エホバの証人2世の悪夢

エホバの証人2世の願い

私は生まれながらのエホバの証人2世だった。14歳になる年に自分の意志でエホバの証人をやめる。もう集会に行かないと告げた14歳の夜以来、異常に熱心なエホバの証人だった両親と心を割って話したことはない。そしてこの日から既に23年という月日が経過した。それにも関わらず未だにものみの塔協会に関わる悪夢で目覚めることがある。

今朝もそうだった。設定は毎回微妙に違うのだがだいたいは私がエホバの証人をやめると両親に告げるまさにその瞬間である。エホバの証人をやめたいとは小学校の高学年の頃から考え始めていた。それをやっと実行できたのが中学2年生の秋だった。エホバの証人をやめる、集会にも伝道活動にも二度と行かないと決めてからなかなかそれを両親に言い出せなかった。この頃は本当に辛かった。

嫌々ながら伝道活動で見知らぬ家の呼び鈴を鳴らし、仕方なく王国会館に通い続けた。最悪な日には王国会館で壇上に立って”割り当て”られた朗読と講演の真似事をしなければならなかった。無為に若い限りある時間を浪費しているという実感があった。

しかも私はハルマゲドンが近いうちに必ず勃発するというマインドコントロール化にあったので時間に関しては異常にシビアな感覚を持っていた。私に残された時間は尋常でなく少ないと思っていた。ハルマゲドンが勃発し”この世の事物の体制”と私自身が葬り去られるまでに何とかエホバの証人をやめ、今この瞬間を自分の願いそのままに生きたいと思っていた。自分の願い通りに生きたことなど生まれながらのエホバの証人2世だった私には無かったからである。

エホバの証人2世の悪夢

37歳になった私の今朝の悪夢だが現実とは設定が違っていた。夢の中では30歳を過ぎた現在までエホバの証人をやめることが出来ていなかった。夢の中の私は母親に対してエホバの証人をやめると宣告する瞬間だった。今朝の悪夢には父親は出てこなかった。父親には彼が還暦になった今でもおそらく腕力ではかなわず、知的な口論でも勝てないような気がする。その父親が今朝の悪夢では不在だったので私は母親に対して言いたい放題だった。
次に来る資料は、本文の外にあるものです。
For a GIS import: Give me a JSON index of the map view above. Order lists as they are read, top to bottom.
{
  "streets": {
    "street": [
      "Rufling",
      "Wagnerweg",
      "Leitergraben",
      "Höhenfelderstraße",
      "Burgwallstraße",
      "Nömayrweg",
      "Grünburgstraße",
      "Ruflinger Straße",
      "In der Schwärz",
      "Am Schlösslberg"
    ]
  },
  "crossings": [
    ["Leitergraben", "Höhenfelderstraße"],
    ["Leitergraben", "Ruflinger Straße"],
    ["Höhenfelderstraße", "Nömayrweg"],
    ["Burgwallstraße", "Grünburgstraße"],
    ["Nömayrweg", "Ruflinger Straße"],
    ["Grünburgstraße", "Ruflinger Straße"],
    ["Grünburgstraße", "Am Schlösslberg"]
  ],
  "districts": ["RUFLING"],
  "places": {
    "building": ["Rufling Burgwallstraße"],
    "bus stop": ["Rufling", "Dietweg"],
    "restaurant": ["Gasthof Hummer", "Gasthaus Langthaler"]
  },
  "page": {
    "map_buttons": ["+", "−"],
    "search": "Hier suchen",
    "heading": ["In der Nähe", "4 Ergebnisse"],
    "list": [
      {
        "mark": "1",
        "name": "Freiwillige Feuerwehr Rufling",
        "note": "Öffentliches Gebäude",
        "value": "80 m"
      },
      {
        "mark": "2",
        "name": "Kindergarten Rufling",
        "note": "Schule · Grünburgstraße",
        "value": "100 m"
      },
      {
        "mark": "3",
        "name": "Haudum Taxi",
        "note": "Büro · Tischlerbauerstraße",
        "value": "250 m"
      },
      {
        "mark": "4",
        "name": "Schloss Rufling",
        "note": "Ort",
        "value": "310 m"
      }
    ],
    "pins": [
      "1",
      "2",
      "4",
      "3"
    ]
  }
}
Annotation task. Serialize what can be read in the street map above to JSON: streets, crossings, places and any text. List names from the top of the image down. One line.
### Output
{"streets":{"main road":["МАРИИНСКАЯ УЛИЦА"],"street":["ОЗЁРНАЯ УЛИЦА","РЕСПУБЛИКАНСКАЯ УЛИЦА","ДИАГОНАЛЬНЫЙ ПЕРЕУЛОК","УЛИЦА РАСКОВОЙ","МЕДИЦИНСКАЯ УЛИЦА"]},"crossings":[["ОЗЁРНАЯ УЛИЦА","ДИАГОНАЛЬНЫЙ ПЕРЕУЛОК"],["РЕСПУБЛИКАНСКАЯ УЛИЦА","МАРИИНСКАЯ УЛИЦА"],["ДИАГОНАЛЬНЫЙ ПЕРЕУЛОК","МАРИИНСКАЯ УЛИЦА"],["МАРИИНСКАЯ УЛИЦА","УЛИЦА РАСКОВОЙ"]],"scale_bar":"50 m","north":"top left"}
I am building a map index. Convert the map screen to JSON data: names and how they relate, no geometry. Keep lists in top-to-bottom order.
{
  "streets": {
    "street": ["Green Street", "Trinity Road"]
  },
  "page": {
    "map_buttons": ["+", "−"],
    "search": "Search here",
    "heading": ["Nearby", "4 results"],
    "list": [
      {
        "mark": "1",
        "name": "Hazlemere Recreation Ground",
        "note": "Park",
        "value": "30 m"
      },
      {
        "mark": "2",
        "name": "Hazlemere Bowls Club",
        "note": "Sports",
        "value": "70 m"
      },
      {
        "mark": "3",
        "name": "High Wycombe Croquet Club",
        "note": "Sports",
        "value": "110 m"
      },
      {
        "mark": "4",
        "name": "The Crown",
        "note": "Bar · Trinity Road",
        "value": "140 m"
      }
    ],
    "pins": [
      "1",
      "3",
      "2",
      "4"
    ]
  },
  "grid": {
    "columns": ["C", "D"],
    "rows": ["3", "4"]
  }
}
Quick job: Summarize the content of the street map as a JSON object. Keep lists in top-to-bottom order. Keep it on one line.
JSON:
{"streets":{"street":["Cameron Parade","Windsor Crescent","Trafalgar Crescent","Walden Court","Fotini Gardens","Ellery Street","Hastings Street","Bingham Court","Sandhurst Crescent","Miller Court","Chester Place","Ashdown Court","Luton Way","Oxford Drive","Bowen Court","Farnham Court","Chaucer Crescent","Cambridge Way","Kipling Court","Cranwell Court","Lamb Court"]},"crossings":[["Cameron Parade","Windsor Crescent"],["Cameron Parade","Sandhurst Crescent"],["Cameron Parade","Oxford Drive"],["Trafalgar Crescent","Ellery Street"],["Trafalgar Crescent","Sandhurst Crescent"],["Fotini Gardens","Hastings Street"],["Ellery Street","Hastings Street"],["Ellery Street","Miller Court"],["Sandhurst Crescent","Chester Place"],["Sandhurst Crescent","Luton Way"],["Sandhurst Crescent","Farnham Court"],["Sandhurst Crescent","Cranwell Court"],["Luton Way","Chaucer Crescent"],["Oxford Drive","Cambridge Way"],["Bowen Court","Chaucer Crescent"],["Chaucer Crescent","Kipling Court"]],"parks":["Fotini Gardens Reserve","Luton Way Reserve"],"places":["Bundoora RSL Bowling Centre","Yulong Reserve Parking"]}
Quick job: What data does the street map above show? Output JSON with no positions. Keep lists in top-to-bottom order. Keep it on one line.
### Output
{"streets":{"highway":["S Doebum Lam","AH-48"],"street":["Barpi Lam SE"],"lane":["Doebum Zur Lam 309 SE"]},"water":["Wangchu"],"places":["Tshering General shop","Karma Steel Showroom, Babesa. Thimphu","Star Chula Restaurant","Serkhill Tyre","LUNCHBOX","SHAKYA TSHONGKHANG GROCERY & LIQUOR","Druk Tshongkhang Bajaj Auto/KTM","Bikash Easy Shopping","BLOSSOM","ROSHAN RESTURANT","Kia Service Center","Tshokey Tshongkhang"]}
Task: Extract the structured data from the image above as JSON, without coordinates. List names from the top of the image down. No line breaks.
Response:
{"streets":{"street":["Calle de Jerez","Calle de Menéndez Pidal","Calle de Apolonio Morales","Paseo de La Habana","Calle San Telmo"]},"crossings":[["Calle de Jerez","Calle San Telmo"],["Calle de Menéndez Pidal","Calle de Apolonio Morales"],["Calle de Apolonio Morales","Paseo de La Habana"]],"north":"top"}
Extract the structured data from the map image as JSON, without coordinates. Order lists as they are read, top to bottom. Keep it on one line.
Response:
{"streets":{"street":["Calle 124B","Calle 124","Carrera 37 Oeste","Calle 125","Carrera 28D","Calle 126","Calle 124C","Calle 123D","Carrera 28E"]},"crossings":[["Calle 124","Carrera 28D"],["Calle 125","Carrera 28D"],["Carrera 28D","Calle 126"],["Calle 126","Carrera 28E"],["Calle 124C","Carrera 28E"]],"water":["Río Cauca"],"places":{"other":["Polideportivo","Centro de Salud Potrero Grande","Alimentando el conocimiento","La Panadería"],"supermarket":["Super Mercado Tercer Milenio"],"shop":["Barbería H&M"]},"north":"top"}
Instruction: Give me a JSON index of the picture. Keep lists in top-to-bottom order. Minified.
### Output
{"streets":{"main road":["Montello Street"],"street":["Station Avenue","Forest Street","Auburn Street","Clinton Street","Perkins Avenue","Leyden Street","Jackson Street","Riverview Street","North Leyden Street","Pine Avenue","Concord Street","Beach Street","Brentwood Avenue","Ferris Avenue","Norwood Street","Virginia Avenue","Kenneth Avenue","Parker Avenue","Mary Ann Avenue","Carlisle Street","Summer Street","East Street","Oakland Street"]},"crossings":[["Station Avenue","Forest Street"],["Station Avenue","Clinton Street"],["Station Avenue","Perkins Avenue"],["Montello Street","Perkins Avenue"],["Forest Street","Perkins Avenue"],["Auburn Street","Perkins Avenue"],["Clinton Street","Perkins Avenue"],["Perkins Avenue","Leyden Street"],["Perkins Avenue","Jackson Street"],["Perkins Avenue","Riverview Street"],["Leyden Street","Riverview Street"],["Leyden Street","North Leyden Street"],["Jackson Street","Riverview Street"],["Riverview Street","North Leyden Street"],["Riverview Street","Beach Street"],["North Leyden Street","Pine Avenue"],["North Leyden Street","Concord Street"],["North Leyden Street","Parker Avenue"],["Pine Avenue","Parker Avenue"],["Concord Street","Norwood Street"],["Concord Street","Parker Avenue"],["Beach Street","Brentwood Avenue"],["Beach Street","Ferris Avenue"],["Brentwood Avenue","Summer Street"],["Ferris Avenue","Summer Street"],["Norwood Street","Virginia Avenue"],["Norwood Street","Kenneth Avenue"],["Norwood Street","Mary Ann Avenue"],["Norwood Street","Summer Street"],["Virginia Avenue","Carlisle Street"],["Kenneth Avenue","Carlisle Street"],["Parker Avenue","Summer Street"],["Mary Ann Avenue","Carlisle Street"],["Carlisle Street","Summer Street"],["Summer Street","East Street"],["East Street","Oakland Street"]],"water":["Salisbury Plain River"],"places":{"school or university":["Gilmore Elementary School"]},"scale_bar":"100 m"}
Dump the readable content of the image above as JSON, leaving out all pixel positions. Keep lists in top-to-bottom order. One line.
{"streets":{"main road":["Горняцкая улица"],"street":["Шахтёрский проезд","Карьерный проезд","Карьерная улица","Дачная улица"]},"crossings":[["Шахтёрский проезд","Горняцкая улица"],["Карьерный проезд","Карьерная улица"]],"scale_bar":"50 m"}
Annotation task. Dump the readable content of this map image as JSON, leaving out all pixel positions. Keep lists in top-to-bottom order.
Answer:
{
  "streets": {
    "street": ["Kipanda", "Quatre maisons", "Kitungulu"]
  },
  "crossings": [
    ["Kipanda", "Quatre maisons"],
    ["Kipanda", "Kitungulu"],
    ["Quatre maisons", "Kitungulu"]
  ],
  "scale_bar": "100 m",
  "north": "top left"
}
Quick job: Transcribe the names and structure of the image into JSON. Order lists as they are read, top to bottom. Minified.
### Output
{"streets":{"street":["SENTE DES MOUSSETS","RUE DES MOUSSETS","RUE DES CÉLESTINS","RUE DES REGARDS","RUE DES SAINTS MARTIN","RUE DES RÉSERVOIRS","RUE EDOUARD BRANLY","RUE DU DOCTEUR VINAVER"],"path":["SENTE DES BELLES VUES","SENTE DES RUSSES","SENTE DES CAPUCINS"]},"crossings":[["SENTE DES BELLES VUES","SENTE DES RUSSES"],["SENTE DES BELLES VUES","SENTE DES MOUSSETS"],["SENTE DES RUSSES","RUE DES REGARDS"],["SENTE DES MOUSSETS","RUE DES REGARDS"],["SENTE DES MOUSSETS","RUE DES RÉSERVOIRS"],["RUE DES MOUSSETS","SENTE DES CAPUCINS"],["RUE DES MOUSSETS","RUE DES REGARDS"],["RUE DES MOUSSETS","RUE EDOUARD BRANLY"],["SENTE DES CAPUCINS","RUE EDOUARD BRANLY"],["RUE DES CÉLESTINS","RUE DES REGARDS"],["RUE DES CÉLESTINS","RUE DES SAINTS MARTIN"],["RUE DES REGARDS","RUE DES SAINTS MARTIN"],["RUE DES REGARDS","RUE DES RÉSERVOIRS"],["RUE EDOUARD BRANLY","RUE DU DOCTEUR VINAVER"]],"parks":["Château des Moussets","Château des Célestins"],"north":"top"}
夢の中の私は冷静さを失っていてものみの塔協会の不義と欺瞞的体質について何から何までまくし立てていた。輸血が解禁されている国があるというものみの塔協会の驚きの冗談(実際には輸血拒否で失われた尊い生命があるので冗談どころではない)を母親に告げるのを忘れていて、それを言おうとした所だった。夢の中の母親も馬鹿ではない。思い当たる所があったようで

「じゃあ坂井さんも逃げ出したのかね?」と私に聞く。坂井というのは父親の聖書研究の相手をしていた恐ろしく怖い厳格な”長老兄弟”の名前だ。坂井兄弟でなく、さん付けで呼んでいたのが夢の中の母親が正気に戻りつつある気配だった。

逃げ出すというのは確信犯で悪事が発覚したときの対処である。あんなにも自信満々だった坂井氏も実は被害者で騙されていただけである。逃げ出すとすれば自分の悪事の露呈を防ぐためでなく、自分のしてきたことや自らが生み出した被害者に対して顔向け出来なくなったためである。または私に父親のように自分自身や家族から逃げ出すということである。

今朝はこの辺で悪夢から目覚めた。既にエホバの証人を無事にやめることが出来ていることに一安心する。王国会館という不浄の聖域に通うのをやめて20年が経った今でもこんな悪夢を見るのである。エホバの証人2世として幼い頃から少年期にかけて受けた傷は決して完治することは無いのだ。